You could use accessors like this:
void setAdjacent(int32_t** matrix, int x, int y) {
matrix[x][y/32] |= (1 << (y & 31));
}
int isAdjacent(int32_t** matrix, int x, int y) {
return matrix[x][y/32] & (1 << (y & 31));
}
Exploit the fact that your adjacency matrix is sparse. For each node, store a list of all the other nodes that it is adjacent to.
Buy more RAM.
You can also use a true 2D array like this:
int32_t (*matrix)[MAX] = malloc(MAX*sizeof(*matrix));
This avoids the hassle of allocating an array for each line, and avoids the overhead of one pointer indirection. You would just need to change the signature of the accessors accordingly, their contents does not change at all.
Upvotes: 0
Reputation: 6086
The problem must be coming from the memory allocation. On a classic computer, sizeof(int)
is 4 and sizeof(int*)
can be 4 (32 bits OS) or 8 (64 bits OS).
There, you are first allocating the room for 50000 pointers, thus 50000*4 = 200000 bytes at least.
Then, you loop through this in order to allocate 50.000*50.000*4 = 10.000.000.000 bytes = 10 GB !
Since you do NOT check on malloc()
return value, my guess is that at some point in this loop :
for(i=0;i<MAX;++i)
adj[i] = (int *)malloc(sizeof(int)*MAX);
malloc
always returns NULL
. Let denote M such an index. In your case I can guess that M ≥ 4591.
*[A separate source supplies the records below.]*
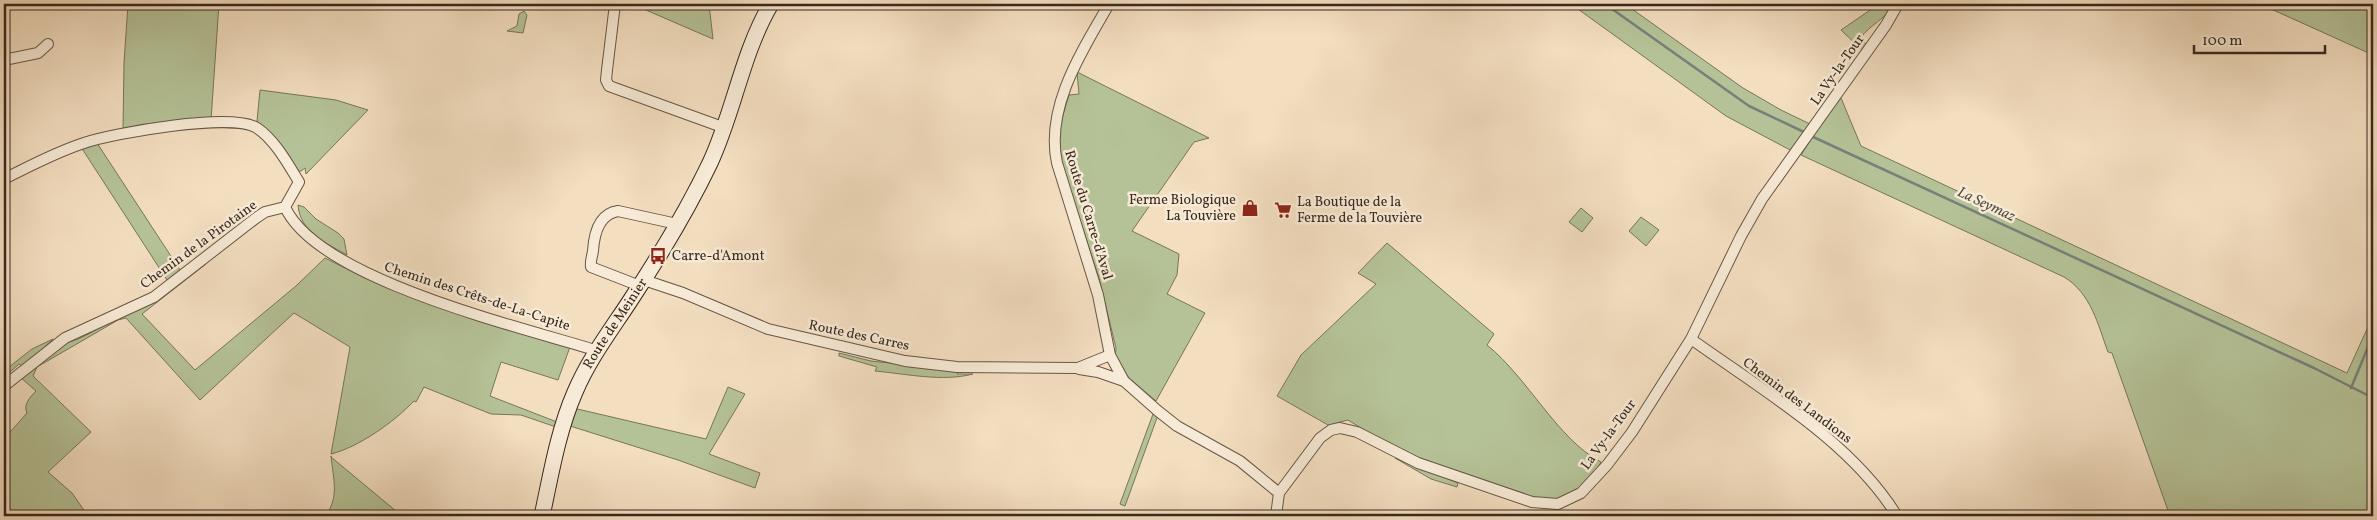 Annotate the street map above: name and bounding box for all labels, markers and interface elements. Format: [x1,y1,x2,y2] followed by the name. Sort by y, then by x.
[2194,22,2326,54] scale bar
[1806,31,1870,109] street label: La Vy-la-Tour
[2202,31,2242,52] text: 100 m
[1059,148,1117,282] street label: Route du Carre-d'Aval
[1954,182,2018,228] water label: La Seymaz
[1129,191,1236,226] place label: Ferme Biologique La Touvière
[1297,193,1423,228] place label: La Boutique de la Ferme de la Touvière
[137,196,261,294] street label: Chemin de la Pirotaine
[1240,198,1260,218] shop icon: Ferme Biologique La Touvière
[1273,200,1293,220] supermarket icon: La Boutique de la Ferme de la Touvière
[648,246,668,266] bus stop icon: Carre-d'Amont
[672,247,765,266] place label: Carre-d'Amont
[382,258,573,336] street label: Chemin des Crêts-de-La-Capite
[579,274,652,373] street label: Route de Meinier
[807,316,911,356] street label: Route des Carres
[1738,354,1856,448] street label: Chemin des Landions
[1577,396,1641,474] street label: La Vy-la-Tour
Later, when reading the data from your file, you try to access a NULL
pointer if M ≤ a.node1
.
By the way, you could allocate 2D arrays like this :
int **array, i;
if(NULL == (array = malloc(sizeof(int*)*MAX))) {
printf("Oops, not enough memory ...\n");
return EXIT_FAILURE;
}
if(NULL == (array[0] = malloc(sizeof(int)*MAX*MAX))) {
printf("Oops, not enough memory ...\n");
free(array);
return EXIT_FAILURE;
}
for(i = 1; i < MAX; i++)
array[i] = array[0]+i;
// At this point, array is ready to use.
do_stuff();
// When you are done, freeing the memory is not tiresome :
free(array[0]);
free(array);
(Notice that in C, you never cast the return of malloc.)
What is the difference between this allocation and yours ? In yours, each adj[i]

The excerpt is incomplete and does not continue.